A sartorial signature is powerful branding

While O’Connor’s collar style remained pretty much the same throughout her tenure on the high court — variations of the frilly lace jabot that fell vertically from the throat — Ginsburg built up an entire wardrobe of different collars. Some were lace, others were metal. Many were white, but others were festooned with black beads or bedazzled with yellow jewels. Some fell vertically like the traditional jabot, and others encircled her neck like a lace doily.

As the years went by, Ginsburg’s strong accessories game gained cultural prominence, and her sartorial signature was firmly established.

Like Abraham Lincoln’s stovepipe hat and Elvis’ white jumpsuit, the delicate semicircle of lace at the neck has become instant visual shorthand for RBG.

If you don’t believe me, just look at photos of the Supreme Court sitting at any State of the Union address. Ginsburg can be immediately identified in the midst of the black-robed knot because the eye is immediately drawn to the adornment at her neck.
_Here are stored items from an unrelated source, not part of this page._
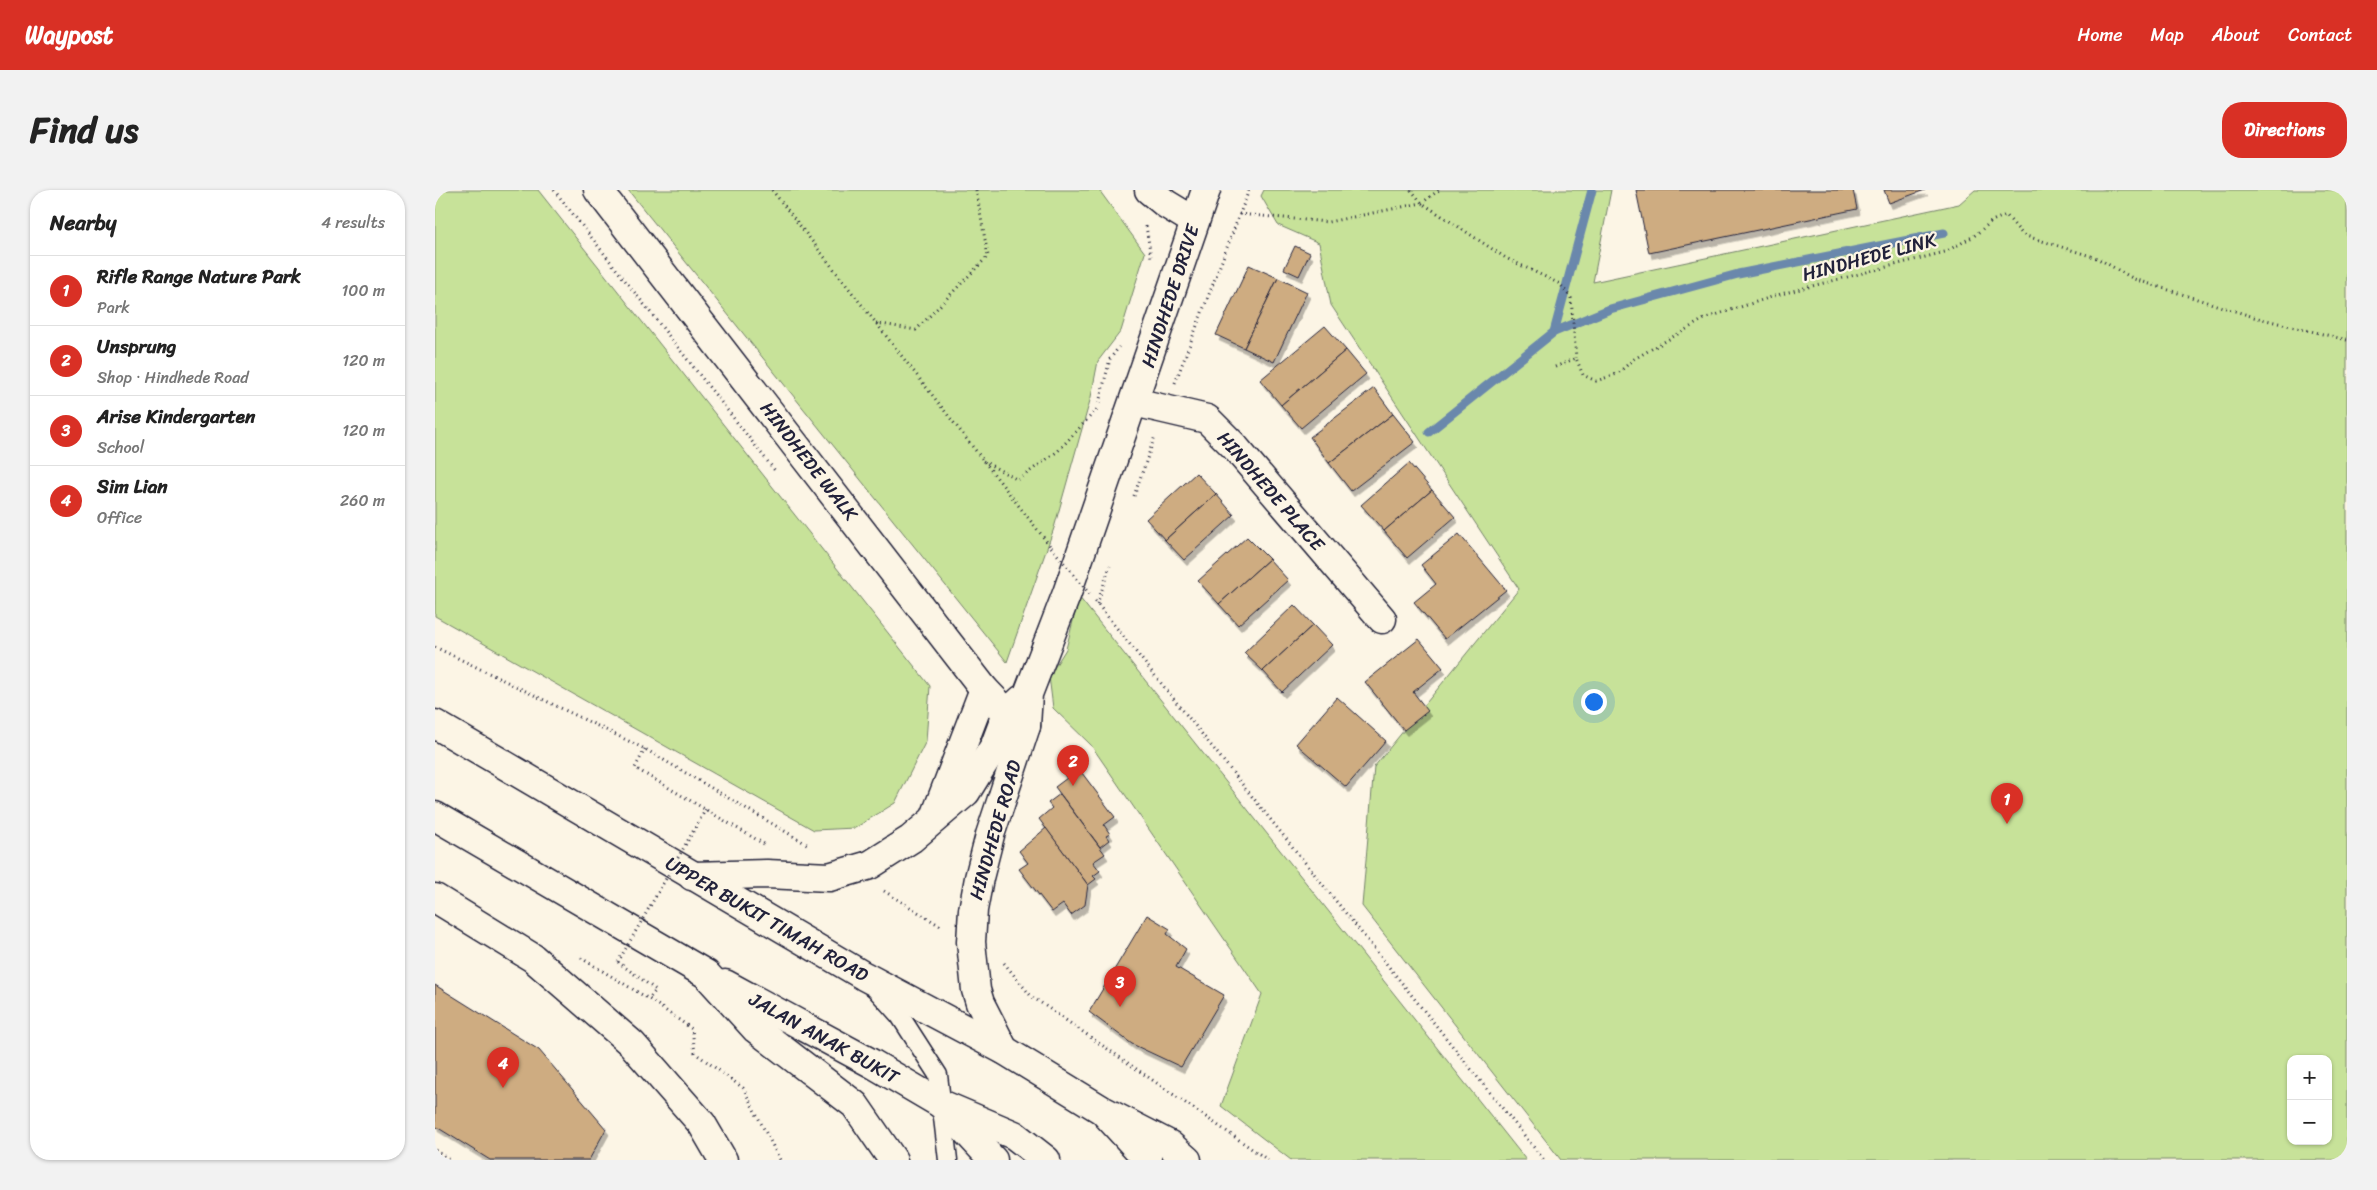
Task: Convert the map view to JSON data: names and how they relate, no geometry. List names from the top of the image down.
{
  "streets": {
    "main road": [
      "HINDHEDE DRIVE",
      "HINDHEDE WALK",
      "HINDHEDE PLACE",
      "HINDHEDE ROAD",
      "UPPER BUKIT TIMAH ROAD",
      "JALAN ANAK BUKIT"
    ],
    "path": ["HINDHEDE LINK"]
  },
  "crossings": [
    ["HINDHEDE DRIVE", "HINDHEDE PLACE"],
    ["HINDHEDE DRIVE", "HINDHEDE ROAD"],
    ["HINDHEDE WALK", "HINDHEDE ROAD"],
    ["HINDHEDE PLACE", "HINDHEDE ROAD"],
    ["HINDHEDE ROAD", "UPPER BUKIT TIMAH ROAD"]
  ],
  "page": {
    "header": "Waypost",
    "nav": [
      "Home",
      "Map",
      "About",
      "Contact"
    ],
    "title": "Find us",
    "buttons": "Directions",
    "heading": ["Nearby", "4 results"],
    "list": [
      {
        "mark": "1",
        "name": "Rifle Range Nature Park",
        "note": "Park",
        "value": "100 m"
      },
      {
        "mark": "2",
        "name": "Unsprung",
        "note": "Shop · Hindhede Road",
        "value": "120 m"
      },
      {
        "mark": "3",
        "name": "Arise Kindergarten",
        "note": "School",
        "value": "120 m"
      },
      {
        "mark": "4",
        "name": "Sim Lian",
        "note": "Office",
        "value": "260 m"
      }
    ],
    "pins": [
      "2",
      "1",
      "3",
      "4"
    ],
    "map_buttons": ["+", "−"]
  }
}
This is about as powerful as personal branding gets and, whether you’re in the public eye or not, there’s value in finding some small wearable way to telegraph to the world that you’re uniquely you. Steve Jobs did that with his black-turtleneck-and-jeans look, Mark Zuckerberg with his hoodies (at least for a while) and Sarah Palin with her distinctive Kazuo Kawasaki 704 rimless eyeglass frames and upswept hairstyle.

Tiny things can speak volumes

In the world of fashion, the smallest details can mean a lot, from the shape of a sleeve and length of a pant leg to the placement of a button. (Just look at the buttons on a dress shirt. On men’s shirts, the buttons are on the right; on women’s, they’re on the left.) Ginsburg knew this well and would often wear specific collars for specific occasions. She explained this while giving Katie Couric a tour of her collar collection in 2014.

In addition to her favorite collar (a white crocheted jabot from Cape Town, South Africa), she pointed out her majority opinion collar. It was a crocheted collar in yellow and beige flowers with scalloped edges that dangled teardrop beads at the edge and a chunky gold metallic chain near the neck. Then there was her dissent collar — a black Banana Republic bib necklace studded vertically with crystals that looked as solid as an armor plate. Asked by Couric why that one was named the dissent collar, Ginsburg responded with a slight chuckle: “It looks fitting for dissents.”

By 2016, the meaning behind many of her coded collars had become so well known that when the Supreme Court convened the day after the presidential election, it was quickly noted that Ginsburg was sporting her dissent collar, although no decisions were being issued that day.